**Exercise aim**: What is needed is every line of the material that contains "stream".

-------- Dataset records --------

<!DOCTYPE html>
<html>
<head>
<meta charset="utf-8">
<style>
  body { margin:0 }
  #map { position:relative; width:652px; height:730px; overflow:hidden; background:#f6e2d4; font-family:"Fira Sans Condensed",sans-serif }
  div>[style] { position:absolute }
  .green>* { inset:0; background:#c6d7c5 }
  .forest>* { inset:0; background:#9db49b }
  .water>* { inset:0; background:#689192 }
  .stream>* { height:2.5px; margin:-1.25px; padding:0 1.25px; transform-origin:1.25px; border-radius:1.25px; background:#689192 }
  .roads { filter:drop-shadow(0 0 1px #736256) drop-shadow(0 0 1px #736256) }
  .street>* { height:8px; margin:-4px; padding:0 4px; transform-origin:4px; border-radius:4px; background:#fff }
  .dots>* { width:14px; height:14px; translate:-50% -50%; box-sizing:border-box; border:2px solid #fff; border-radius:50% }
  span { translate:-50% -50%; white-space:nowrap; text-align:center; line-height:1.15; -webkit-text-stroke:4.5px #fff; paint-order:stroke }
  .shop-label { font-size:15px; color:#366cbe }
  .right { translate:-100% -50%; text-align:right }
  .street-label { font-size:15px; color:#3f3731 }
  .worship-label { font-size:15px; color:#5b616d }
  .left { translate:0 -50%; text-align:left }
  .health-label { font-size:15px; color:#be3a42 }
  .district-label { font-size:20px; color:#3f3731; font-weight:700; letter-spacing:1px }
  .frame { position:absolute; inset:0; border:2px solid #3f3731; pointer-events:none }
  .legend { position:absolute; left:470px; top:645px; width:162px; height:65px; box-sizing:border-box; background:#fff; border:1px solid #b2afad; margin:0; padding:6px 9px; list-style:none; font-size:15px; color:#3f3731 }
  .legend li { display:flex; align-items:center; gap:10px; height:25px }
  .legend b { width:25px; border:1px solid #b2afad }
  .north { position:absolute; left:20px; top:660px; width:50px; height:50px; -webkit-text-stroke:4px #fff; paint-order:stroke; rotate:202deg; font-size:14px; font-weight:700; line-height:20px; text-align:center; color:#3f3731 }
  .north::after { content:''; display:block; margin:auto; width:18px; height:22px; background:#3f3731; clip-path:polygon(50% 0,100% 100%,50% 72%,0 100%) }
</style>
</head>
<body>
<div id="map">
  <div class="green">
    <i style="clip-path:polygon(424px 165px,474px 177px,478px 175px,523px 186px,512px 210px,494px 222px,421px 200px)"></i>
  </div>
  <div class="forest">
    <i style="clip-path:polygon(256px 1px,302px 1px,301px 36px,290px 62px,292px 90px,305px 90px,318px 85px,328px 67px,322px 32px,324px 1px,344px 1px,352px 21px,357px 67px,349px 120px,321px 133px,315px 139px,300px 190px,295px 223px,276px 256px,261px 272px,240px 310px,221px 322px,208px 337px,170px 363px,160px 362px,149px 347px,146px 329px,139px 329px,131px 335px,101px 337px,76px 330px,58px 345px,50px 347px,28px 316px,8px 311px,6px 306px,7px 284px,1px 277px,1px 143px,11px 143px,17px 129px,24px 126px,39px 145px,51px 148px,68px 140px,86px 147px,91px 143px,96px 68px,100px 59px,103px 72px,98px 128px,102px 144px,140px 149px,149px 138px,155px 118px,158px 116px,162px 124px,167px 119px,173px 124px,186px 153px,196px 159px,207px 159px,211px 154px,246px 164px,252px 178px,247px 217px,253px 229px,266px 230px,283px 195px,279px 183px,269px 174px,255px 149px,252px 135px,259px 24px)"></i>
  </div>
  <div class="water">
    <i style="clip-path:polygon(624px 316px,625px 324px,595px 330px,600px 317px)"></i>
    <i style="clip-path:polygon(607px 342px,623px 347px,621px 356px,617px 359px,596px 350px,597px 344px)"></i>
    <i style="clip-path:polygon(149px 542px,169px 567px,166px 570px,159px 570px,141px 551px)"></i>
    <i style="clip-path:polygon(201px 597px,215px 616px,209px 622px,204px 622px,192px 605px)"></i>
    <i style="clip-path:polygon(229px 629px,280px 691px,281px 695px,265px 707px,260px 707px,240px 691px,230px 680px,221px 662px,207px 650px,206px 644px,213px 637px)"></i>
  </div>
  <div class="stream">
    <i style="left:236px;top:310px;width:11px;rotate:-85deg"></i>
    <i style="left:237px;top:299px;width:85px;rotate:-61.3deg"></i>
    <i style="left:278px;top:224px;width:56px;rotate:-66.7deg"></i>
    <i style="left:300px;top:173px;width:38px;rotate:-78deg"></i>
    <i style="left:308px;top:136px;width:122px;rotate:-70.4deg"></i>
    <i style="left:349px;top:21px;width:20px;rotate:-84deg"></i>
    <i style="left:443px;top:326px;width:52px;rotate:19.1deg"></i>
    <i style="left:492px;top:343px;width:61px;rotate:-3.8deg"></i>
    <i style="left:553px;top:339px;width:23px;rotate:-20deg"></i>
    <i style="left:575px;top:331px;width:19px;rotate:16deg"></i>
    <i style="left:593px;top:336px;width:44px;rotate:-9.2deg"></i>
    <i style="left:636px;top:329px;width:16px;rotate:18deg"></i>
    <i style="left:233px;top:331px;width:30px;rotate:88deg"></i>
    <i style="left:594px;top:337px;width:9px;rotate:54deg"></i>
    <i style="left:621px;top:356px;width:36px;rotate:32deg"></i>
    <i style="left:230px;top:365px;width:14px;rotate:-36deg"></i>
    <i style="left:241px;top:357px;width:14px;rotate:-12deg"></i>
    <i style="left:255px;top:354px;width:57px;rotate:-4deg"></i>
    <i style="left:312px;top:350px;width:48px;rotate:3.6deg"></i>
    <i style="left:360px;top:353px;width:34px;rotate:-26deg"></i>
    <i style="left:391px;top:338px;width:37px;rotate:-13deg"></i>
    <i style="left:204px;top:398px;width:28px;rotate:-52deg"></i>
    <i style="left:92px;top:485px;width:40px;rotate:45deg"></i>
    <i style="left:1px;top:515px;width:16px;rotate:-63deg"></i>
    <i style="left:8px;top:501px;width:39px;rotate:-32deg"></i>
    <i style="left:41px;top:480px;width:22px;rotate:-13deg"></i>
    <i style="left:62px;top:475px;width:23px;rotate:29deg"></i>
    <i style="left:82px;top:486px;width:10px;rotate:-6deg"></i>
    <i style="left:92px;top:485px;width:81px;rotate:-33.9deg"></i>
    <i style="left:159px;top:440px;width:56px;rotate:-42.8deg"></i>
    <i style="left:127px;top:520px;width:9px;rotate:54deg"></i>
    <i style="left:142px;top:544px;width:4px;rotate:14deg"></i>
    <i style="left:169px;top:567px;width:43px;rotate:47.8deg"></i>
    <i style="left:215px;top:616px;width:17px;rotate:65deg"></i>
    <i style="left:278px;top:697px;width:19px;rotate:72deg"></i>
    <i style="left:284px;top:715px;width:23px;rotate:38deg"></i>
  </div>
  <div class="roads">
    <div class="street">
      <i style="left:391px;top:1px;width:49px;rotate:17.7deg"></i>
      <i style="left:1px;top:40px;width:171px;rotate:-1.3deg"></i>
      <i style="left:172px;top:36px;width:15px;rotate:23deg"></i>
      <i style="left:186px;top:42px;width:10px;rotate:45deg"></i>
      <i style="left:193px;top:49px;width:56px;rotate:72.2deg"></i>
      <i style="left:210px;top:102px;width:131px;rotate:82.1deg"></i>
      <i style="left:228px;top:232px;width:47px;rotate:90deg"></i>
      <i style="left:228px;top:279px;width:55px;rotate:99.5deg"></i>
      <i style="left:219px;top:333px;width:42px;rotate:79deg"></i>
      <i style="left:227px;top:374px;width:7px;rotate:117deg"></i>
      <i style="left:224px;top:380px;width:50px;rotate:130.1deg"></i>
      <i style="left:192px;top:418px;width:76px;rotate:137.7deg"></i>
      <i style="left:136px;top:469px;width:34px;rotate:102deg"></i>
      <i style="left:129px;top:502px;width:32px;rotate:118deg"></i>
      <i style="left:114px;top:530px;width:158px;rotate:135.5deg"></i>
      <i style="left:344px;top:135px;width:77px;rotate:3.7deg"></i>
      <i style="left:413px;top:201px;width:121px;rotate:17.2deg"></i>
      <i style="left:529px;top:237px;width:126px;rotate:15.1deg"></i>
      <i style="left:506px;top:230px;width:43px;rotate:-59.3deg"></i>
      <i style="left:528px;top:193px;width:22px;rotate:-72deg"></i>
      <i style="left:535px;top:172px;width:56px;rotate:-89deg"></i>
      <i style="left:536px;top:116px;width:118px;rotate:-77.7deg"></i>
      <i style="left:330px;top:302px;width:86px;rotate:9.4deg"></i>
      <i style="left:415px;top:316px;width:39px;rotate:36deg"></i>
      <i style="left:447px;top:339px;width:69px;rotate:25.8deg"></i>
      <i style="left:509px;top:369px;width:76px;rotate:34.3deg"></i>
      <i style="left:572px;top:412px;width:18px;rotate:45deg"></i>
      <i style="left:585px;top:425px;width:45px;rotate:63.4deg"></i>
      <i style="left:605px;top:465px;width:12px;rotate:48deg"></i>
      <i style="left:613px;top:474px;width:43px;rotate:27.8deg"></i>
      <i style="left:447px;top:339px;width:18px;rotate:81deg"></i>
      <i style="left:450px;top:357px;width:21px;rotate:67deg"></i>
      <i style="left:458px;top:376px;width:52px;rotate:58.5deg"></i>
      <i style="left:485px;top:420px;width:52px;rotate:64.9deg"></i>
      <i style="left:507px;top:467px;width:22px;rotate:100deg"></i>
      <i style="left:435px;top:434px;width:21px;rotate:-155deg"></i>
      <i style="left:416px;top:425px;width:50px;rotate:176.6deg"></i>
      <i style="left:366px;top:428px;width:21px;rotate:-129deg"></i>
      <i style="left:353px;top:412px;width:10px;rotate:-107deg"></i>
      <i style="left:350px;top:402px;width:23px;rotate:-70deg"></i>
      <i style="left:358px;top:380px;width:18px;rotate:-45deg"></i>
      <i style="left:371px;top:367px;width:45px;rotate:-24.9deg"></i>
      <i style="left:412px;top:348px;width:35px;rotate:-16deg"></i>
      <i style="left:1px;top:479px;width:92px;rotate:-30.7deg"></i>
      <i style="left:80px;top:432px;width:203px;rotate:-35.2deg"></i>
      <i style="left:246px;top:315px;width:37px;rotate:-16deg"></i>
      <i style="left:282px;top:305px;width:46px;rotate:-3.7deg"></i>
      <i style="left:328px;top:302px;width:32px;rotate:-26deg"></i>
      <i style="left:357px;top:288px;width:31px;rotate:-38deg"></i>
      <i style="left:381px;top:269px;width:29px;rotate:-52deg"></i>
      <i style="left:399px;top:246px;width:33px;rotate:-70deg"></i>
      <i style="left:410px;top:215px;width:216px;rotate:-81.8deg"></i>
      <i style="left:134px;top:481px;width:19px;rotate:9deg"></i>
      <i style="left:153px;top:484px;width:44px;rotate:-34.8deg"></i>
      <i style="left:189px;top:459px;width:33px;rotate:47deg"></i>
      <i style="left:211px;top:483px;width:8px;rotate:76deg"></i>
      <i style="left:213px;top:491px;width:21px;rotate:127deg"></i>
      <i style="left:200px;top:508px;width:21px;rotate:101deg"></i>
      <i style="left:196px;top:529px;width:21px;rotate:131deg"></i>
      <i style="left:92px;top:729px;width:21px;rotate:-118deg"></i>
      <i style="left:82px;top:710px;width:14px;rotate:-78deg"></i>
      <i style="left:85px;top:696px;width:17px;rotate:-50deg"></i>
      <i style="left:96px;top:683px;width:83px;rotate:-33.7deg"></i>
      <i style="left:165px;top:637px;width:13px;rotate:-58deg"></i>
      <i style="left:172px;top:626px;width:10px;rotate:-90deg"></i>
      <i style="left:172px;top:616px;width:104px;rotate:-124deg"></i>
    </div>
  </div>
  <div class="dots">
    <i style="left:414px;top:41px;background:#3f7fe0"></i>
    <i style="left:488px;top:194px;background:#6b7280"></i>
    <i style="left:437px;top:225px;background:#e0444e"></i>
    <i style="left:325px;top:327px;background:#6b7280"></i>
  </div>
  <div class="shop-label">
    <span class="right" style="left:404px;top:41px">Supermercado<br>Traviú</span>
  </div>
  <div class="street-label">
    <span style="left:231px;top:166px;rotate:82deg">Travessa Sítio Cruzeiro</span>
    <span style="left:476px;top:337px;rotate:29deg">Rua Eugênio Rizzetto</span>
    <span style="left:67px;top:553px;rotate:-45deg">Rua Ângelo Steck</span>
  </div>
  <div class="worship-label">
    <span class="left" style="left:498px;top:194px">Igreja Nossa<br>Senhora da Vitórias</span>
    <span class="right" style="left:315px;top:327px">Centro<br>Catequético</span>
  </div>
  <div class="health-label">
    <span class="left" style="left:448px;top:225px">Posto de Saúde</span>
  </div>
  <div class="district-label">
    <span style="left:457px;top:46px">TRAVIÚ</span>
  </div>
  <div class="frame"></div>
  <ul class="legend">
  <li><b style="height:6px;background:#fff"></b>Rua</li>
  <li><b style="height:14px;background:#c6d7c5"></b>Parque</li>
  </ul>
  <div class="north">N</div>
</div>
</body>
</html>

--------

**Problem solution**:
  .stream>* { height:2.5px; margin:-1.25px; padding:0 1.25px; transform-origin:1.25px; border-radius:1.25px; background:#689192 }
  <div class="stream">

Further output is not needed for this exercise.